Devrim ve sınıf ne yapmasını istiyorsa onu yaptı Bekir. Ne “ben yazarım” dedi ne de “ben şairim.” Neye ihtiyaç varsa oydu. Bir şair, bir yazar, bir tiyatrocu, bir işçi…
Dostta yarattığı moral kadar, düşmana saldığı korkunun sonucunda gözaltına alındı Bekir.
Ama en önemli eylemini yapmasına da engel olamadılar.
Erdal Eren için bir ağıt yaktı Bekir. Öyle güzel, öyle naif…
Bekir, Erdal Eren ile aynı gün katledildi. 13 Aralık!!
Yılların hiçbir önemi yok bu ayrıntıda. Erdal Eren için şiir yazdıktan bir süre sonra gözaltında katledildi. O şiirinin yayınlandığı Kaldıraç dergisinin Aralık sayısını göremedi. Tıpkı Erdal gibi, “büyük görevin bilinciyle, davaya tüm varlığını katan her insan gibi içi rahattı.”
KENARDAKİLERE…
Herkes söyledi,
O, yaptı.
Sessizce akan bir ırmaktı
Çağlayanların şamatasına
olgun bir gülümsemeyle baktı
Uçuruma ulaştığında
-biliyordu-
bir şelale olacaktı.
Herkes konuştu,
O, yaptı.
Sabırla kaynayan bir kaynaktı
Mertebesini
Yaşamın ayrıştırıcılığına bıraktı.
Büyük görevin bilinciyle
davaya varlığını kaptan her insan gibi
içi rahattı.
İşkencelerden geçirdiler Bekir’i. Devlet,karşısına dikilen iradeleri teslim almak için bugün de olduğu gibi o günlerde de her yolu denerdi. Bu yöntemlerden sadece biriydi işkence… Bekir’de geçti o tezgahlardan ama yılmadı. Korkmadı!
Korkutamadılar!
Hem devrimci bir işçi, devrimci sanatçı, bir işçi neden korksun ki sistemden!

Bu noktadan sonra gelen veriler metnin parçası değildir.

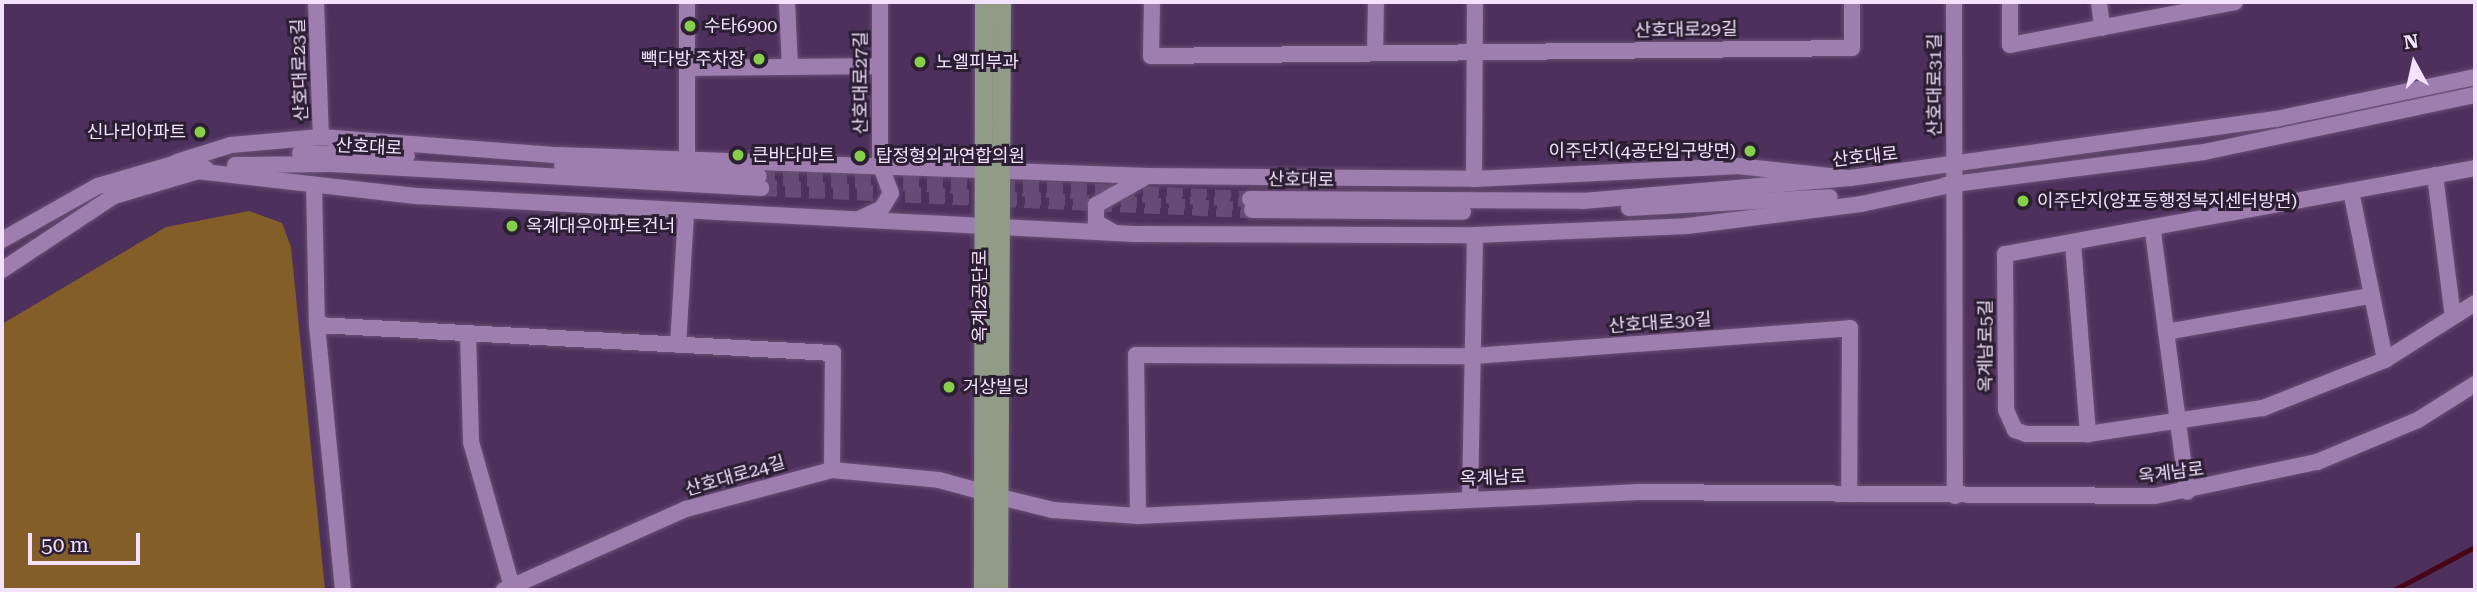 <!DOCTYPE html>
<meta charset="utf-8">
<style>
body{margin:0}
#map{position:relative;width:2477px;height:592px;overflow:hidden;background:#4d305c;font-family:"Roboto Serif","Noto Sans KR",serif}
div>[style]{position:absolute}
.green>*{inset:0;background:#845e28}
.stream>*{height:4.5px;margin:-2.25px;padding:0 2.25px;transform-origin:2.25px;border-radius:2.25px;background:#470516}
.minor-tunnel>*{height:16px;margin-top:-8px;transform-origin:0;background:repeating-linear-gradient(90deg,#664b74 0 16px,transparent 0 24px)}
.roads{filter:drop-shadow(0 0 2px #694f75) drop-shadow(0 0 2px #694f75)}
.minor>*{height:16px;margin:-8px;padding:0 8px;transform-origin:8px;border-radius:8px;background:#9e7daf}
.major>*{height:18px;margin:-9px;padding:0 9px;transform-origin:9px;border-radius:9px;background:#919c88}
.dots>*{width:19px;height:19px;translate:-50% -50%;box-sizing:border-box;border:4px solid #2c1f33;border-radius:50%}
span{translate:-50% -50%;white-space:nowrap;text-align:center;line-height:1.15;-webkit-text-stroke:6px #2c1f33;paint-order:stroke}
.poi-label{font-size:18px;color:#f3e1fd}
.left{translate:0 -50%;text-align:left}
.right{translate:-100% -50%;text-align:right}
.street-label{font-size:18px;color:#f3e1fd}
.frame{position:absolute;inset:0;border:4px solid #f3e1fd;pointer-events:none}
.north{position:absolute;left:2379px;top:28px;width:70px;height:70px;-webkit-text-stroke:5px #2c1f33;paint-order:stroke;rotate:352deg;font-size:19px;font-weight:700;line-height:28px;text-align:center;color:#f3e1fd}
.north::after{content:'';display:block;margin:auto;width:24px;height:32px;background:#f3e1fd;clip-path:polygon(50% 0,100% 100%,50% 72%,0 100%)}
.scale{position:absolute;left:28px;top:533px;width:112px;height:32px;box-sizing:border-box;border:4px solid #f3e1fd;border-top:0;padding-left:9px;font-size:21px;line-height:24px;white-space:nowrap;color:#f3e1fd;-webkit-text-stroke:5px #2c1f33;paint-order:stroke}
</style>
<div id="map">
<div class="green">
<div style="clip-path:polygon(249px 211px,282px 223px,291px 247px,325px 590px,2px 590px,2px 324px,166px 227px)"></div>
</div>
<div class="stream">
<div style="left:2394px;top:590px;width:92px;rotate:-28deg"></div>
</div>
<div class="minor-tunnel">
<div style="left:759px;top:176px;width:492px;rotate:2.7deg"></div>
<div style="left:761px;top:188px;width:491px;rotate:2.6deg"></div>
</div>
<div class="roads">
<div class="minor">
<div style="left:316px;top:2px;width:135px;rotate:87.9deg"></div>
<div style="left:787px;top:2px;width:65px;rotate:87.4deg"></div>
<div style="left:1152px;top:2px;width:54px;rotate:91.1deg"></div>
<div style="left:1151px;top:56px;width:701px;rotate:-0.65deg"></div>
<div style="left:1852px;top:48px;width:46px;rotate:-90deg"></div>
<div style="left:1954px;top:2px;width:494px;rotate:89.9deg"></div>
<div style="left:2010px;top:2px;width:43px;rotate:90deg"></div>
<div style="left:2010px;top:45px;width:229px;rotate:-10.8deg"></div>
<div style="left:2099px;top:2px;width:26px;rotate:83deg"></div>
<div style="left:1375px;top:53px;width:51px;rotate:-88.9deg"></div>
<div style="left:687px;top:68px;width:193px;rotate:-0.6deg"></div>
<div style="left:300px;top:153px;width:107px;rotate:1.6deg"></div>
<div style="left:687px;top:156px;width:154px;rotate:-90deg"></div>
<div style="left:177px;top:162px;width:57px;rotate:-17.5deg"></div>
<div style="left:231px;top:145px;width:90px;rotate:-5.1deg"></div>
<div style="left:321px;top:137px;width:237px;rotate:4.4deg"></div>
<div style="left:557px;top:155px;width:592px;rotate:2.03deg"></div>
<div style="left:1149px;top:176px;width:325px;rotate:0.5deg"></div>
<div style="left:1474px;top:179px;width:263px;rotate:-2.8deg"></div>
<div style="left:1737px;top:166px;width:114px;rotate:6.1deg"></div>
<div style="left:235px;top:165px;width:97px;rotate:-0.6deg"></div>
<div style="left:332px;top:164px;width:430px;rotate:3.2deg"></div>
<div style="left:562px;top:165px;width:197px;rotate:3.2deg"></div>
<div style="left:2475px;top:168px;width:478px;rotate:169.6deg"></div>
<div style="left:2005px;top:254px;width:156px;rotate:89.6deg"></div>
<div style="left:2006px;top:410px;width:22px;rotate:66deg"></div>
<div style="left:2015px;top:430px;width:12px;rotate:20deg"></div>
<div style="left:2026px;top:434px;width:62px"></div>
<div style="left:2088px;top:434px;width:177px;rotate:-8.5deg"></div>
<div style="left:2263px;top:408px;width:131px;rotate:-21.5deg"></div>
<div style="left:2385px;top:360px;width:107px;rotate:-32.3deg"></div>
<div style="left:196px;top:171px;width:222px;rotate:6.5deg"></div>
<div style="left:417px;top:196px;width:717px;rotate:3.04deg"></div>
<div style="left:1133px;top:234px;width:342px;rotate:0.2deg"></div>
<div style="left:1475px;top:235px;width:212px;rotate:-2.4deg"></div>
<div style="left:1687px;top:226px;width:175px;rotate:-7.2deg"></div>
<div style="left:1861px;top:204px;width:95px;rotate:-12.1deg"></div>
<div style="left:2435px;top:175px;width:143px;rotate:82.8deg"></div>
<div style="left:1474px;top:179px;width:177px;rotate:-89.7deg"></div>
<div style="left:314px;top:185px;width:140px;rotate:88.8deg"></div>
<div style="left:317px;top:325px;width:266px;rotate:84.4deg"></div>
<div style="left:1946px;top:185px;width:260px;rotate:-7.3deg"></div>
<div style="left:2204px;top:152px;width:277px;rotate:-11.9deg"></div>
<div style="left:2351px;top:191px;width:172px;rotate:78.6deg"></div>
<div style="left:1250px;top:199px;width:333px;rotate:0.3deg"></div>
<div style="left:1583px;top:201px;width:268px;rotate:-4.9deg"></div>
<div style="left:1850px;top:178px;width:430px;rotate:-7.9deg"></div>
<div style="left:2276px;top:119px;width:203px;rotate:-11.9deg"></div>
<div style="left:1629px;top:208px;width:201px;rotate:-3.1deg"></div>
<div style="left:1252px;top:210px;width:211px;rotate:0.5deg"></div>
<div style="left:861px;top:218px;width:23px;rotate:-25deg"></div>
<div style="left:882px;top:208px;width:17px;rotate:-59deg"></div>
<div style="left:891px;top:193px;width:31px;rotate:-111deg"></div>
<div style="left:880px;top:164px;width:162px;rotate:-90deg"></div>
<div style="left:1113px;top:232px;width:20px;rotate:-150deg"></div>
<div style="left:1096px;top:222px;width:17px;rotate:-90deg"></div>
<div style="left:1096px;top:205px;width:55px;rotate:-29.4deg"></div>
<div style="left:2153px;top:232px;width:262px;rotate:82.5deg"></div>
<div style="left:2px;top:240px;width:110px;rotate:-29.4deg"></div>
<div style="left:98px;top:186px;width:93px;rotate:-16.3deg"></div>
<div style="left:2073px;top:243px;width:192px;rotate:85.5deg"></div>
<div style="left:2px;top:270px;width:134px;rotate:-33.5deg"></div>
<div style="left:114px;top:196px;width:96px;rotate:-16.4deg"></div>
<div style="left:317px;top:325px;width:517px;rotate:3.11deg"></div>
<div style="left:833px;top:353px;width:117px;rotate:90.5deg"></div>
<div style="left:2166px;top:332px;width:208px;rotate:-10deg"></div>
<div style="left:468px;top:333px;width:109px;rotate:88.4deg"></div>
<div style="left:471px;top:442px;width:151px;rotate:74.2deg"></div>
<div style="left:678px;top:345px;width:132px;rotate:-86.5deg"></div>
<div style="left:1000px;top:497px;width:55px;rotate:13.8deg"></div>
<div style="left:1053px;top:510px;width:85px;rotate:4deg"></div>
<div style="left:1138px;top:516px;width:502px;rotate:-2.74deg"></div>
<div style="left:1639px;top:492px;width:516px;rotate:0.44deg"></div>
<div style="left:2155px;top:496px;width:166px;rotate:-11.9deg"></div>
<div style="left:2317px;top:462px;width:109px;rotate:-22.6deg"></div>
<div style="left:2418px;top:420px;width:67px;rotate:-32.3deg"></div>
<div style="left:1470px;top:498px;width:263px;rotate:-88.9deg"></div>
<div style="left:1138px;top:516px;width:161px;rotate:-90.7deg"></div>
<div style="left:1136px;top:355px;width:337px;rotate:0.2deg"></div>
<div style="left:1473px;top:356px;width:378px;rotate:-4.2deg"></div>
<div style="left:1850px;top:328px;width:166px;rotate:90.3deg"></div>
<div style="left:504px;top:590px;width:199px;rotate:-24deg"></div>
<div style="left:686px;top:509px;width:151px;rotate:-15deg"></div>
<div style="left:832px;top:470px;width:107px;rotate:5.3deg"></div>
<div style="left:939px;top:480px;width:46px;rotate:15.3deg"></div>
</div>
<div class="major">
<div style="left:983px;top:590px;width:588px;rotate:-89.9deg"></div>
<div style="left:999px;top:590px;width:588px;rotate:-89.71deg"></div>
</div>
</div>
<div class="dots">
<div style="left:690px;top:26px;background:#87cf4b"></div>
<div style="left:759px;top:59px;background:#87cf4b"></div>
<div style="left:920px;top:62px;background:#87cf4b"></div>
<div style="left:200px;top:132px;background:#87cf4b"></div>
<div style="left:1750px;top:151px;background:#87cf4b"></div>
<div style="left:738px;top:155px;background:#87cf4b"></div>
<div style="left:860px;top:156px;background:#87cf4b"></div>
<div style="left:2023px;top:201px;background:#87cf4b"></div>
<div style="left:512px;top:226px;background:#87cf4b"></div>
<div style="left:949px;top:387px;background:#87cf4b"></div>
</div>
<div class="poi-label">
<span class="left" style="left:704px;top:26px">수타6900</span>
<span class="right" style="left:745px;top:59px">빽다방 주차장</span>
<span class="left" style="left:936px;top:62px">노엘피부과</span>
<span class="right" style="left:186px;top:132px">신나리아파트</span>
<span class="right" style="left:1736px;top:151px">이주단지(4공단입구방면)</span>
<span class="left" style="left:752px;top:155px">큰바다마트</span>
<span class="left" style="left:876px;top:156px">탑정형외과연합의원</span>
<span class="left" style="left:2037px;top:201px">이주단지(양포동행정복지센터방면)</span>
<span class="left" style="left:526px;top:226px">옥계대우아파트건너</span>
<span class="left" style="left:963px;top:387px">거상빌딩</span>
</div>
<div class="street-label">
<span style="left:1686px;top:30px;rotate:-1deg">산호대로29길</span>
<span style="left:300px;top:70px;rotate:-92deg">산호대로23길</span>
<span style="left:861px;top:83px;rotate:-90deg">산호대로27길</span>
<span style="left:1935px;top:85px;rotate:-90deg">산호대로31길</span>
<span style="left:369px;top:147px;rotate:3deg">산호대로</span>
<span style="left:1865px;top:157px;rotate:-6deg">산호대로</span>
<span style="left:1301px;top:180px;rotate:1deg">산호대로</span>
<span style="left:980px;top:296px;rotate:-90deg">옥계2공단로</span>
<span style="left:1660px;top:323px;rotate:-4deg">산호대로30길</span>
<span style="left:1986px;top:346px;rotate:-90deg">옥계남로5길</span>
<span style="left:2171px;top:473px;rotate:-7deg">옥계남로</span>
<span style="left:735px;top:476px;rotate:-16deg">산호대로24길</span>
<span style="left:1493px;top:478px;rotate:-2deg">옥계남로</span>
</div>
<div class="frame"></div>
<div class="north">N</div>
<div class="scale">50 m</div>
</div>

Katlettiler Bekir’i. Bir daha şiir yazamasın, oyunlar oynamayasın diye. Bekir gözaltına alındığında aynı yerde olan başka bir devrimci yıllar sonra kaleme aldığı mektubunda o anları, korkanların korkusunu, Bekir’in direnişini şöyle anlatıyordu;
“Gözaltına alınışımın beşinci günü (12.12.97) akşamı isminin Burhanettin olduğunu öğrendiğim, Bursa’da gözaltına alındığı belirtilen kişiyi getirdiler. Bankonun karşısındaki hücrede olduğum için kayıt işlemlerine tanık oldum. Kayıt sırasında moralinin oldukça iyi olduğunu gördüm. Karamsar hiçbir hava yoktu. Ancak yoğun hakaret ve küfüre maruz kalıyordu. Üzerinde büyük bir psikolojik baskı oluşturmak istedikleri belli oluyordu. Hücreye koymadan sorguya götürdüler. Tahminen üç-dört saat sorguda kaldı. Getirip yanımdaki hücreye koydular. Bu arada hakaret ve küfürler devam ediyordu. Aradan tahminen bir, bir buçuk saat geçmişti ki tekrar götürdüler. Gördüğüm işkencelerden dolayı halsizdim ve uyumuşum. Bundan sonra nelerin yaşandığına tanık olamadım. 13 Aralık cumartesi sabahı yoğun gürültülerle uyandım. Dışarıda müthiş bir koşuşturmaca yaşanıyordu. Bunun ayak seslerinden anlıyordum. Bilinçli bir panik havası yaratılmaya çalışılıyordu. Gardiyanlardan birinin polise seslendiği duyuldu “Abi koş adam kendini asmış”. Sanki biz gözaltında olan diğer insanlara bu özellikle duyurulmaya çalışılıyordu. Daha sonra bizleri teker teker başka kısıma aldılar. Nedenini sorduğumuzda polislerden biri “temizlik yapıldığını” başkası ise “müdürün denetime geldiğini” söyledi. Olağandışı bir şey olduğu kesindi.”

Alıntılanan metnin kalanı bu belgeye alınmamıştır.